My alarm clock blares loudly at 7:30 a.m. I open my bleary eyes and reach towards the offending noise. Just then, my door opens. My mother, cheery at any hour, bounds into the room. "Wake up, wake up, rise and shine," she proclaims. When I mumbled and roll over, her voice drops an octave. "Get up. It's time to do your school work!" Who said home schoolers have it easy?
Looking back on my education, I feel privileged to have been home schooled through all my school years. Yes, that's right grades kindergarten through 12. Most people don't realize this, but being home schooled was not some type of prison for young people. I didn't gaze longingly out the window in the direction of the local public school. I did not yearn for mystery-meat lunches or early morning bus rides. For I did reap all of the benefits of school: friends, sports, lunchboxes, recess, music lessons, arts and drama, math, history, English well, the list goes on and on. Yet when people discover my educational history, they tend to assume immediately that I was either an ignorant child who couldn't hack it in the sophisticated world of public education, or an overachiever who studied textbooks straight into the weekend.

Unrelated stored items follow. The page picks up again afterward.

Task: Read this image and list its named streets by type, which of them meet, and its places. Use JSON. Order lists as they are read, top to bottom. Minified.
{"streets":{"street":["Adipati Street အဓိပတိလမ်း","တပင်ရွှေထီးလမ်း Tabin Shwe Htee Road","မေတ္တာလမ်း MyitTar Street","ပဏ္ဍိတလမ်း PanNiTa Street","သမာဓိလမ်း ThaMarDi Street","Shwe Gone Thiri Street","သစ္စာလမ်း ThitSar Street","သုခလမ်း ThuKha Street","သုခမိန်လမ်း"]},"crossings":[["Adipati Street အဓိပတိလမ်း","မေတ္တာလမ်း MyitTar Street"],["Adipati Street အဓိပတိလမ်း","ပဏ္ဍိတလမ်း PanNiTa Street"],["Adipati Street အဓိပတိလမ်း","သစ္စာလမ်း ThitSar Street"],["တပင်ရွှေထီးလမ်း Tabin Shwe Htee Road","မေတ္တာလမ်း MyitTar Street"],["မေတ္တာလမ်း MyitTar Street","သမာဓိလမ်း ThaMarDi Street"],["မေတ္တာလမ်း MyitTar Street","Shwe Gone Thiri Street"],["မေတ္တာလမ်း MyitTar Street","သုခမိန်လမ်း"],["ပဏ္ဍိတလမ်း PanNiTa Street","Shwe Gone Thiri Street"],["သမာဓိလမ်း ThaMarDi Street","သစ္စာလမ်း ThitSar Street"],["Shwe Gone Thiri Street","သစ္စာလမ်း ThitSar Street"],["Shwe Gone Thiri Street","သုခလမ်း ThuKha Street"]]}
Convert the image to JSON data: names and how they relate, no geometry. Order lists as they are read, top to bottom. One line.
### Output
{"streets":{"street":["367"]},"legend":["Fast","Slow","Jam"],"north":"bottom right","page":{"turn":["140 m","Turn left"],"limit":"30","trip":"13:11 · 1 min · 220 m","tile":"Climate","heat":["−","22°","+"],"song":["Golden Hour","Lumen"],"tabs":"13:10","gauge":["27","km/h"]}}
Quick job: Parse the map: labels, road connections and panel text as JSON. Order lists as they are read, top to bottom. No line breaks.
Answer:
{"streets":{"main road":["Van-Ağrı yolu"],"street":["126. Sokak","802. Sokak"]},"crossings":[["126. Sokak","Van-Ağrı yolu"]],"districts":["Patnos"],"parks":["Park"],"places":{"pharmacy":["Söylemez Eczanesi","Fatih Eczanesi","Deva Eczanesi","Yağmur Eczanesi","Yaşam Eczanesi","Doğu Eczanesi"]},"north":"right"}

Since I was neither, I seem to surprise some with the statement that, yes, I am normal. It's almost as if those who are pro-public education expect a tale of woe, but the fact is that I simply can't recall any time that I suffered from home education.
Throughout my home-schooled years, many mothers of publicly "educated" children would approach either my mother or me, and with sincere curiosity ask about the benefits of home schooling. It didn't take a long time to convince these concerned mothers that home schooling has many benefits over public schools; for instance, the ability to control what is being taught to your children. My mother and father are religious people and do not like some of the subjects taught in the public school systems such as evolution and sex education. They feel strongly that these topics are best left to the parents to teach their children as they see fit. But here's the conundrum, folks government-funded schools won't give parents an option. Instead, they prefer to regulate what is being taught to produce a self-serving pro-government viewpoint.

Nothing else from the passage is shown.